I will be pitching a scifi horror screenplay this week and I have wrestled with the content in it. Is it godly? Is it worldly? I don't want to put forth an image that isn't my true self. I came to realize, that the horror in this screenplay is the reality of so many lives. The original idea came from a traumatic experience of my own.
My main character choose differently than I did. She pushes when she should stop. She forces when she should be still. She think and believes that she alone knows the solution and ignores wisdom.
I am a truth teller. Horror is a vessel to tell that truth. I don't sugar coat anything, because the world doesn't need that. There are brutally emotional moments in my screenplay and they were hard to write. Hard but necessary. Because we beautiful human make choices; steer our ship towards that iceberg, expecting it to break against our paper thin hull.

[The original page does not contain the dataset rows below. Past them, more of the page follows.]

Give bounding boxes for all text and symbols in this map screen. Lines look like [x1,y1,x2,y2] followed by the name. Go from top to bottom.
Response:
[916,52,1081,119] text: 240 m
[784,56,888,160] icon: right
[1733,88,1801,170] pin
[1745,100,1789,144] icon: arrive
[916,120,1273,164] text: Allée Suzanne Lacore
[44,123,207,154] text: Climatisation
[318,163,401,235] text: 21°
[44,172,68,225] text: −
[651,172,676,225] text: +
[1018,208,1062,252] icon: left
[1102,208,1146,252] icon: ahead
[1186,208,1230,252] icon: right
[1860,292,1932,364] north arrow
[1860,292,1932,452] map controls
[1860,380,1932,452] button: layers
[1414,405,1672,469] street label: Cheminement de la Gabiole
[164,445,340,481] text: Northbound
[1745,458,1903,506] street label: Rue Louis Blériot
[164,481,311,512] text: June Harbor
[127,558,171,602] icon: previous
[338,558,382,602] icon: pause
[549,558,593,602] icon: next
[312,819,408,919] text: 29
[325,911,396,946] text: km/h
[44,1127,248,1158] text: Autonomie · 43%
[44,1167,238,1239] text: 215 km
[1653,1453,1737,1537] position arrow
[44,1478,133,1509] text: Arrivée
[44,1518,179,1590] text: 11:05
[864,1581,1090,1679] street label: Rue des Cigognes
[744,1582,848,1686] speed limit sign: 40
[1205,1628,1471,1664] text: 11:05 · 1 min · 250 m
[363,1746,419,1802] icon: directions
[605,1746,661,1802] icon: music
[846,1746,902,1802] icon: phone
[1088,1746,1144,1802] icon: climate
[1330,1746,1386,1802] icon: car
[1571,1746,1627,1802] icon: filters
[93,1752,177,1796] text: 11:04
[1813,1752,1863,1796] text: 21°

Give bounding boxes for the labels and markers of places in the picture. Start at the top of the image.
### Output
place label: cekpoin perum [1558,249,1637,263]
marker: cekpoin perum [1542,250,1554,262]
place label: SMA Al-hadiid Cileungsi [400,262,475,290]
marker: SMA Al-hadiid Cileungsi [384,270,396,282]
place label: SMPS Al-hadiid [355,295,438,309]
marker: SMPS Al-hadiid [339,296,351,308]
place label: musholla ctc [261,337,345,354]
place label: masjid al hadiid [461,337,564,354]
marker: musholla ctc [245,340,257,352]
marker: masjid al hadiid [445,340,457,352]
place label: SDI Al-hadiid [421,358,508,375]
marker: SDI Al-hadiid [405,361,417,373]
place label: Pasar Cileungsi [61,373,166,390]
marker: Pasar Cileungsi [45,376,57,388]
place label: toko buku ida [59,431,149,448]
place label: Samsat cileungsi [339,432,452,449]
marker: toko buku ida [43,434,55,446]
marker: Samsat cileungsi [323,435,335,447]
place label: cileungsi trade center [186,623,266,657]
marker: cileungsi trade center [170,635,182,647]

When I look at this picture it reminds me that when I hike outside, I lose sense of time and let go of any fear, doubt or worry I may have. I chose to stop. Be still. Not push. Not force. Any door that needs to opened will be.
I'm looking forward to pitching my screenplay. And I have begun work on another. It is horror. And it's about a family in a fight for their very souls.
Are you pushing when you should stop? Go take a hike. Seriously. It will change you.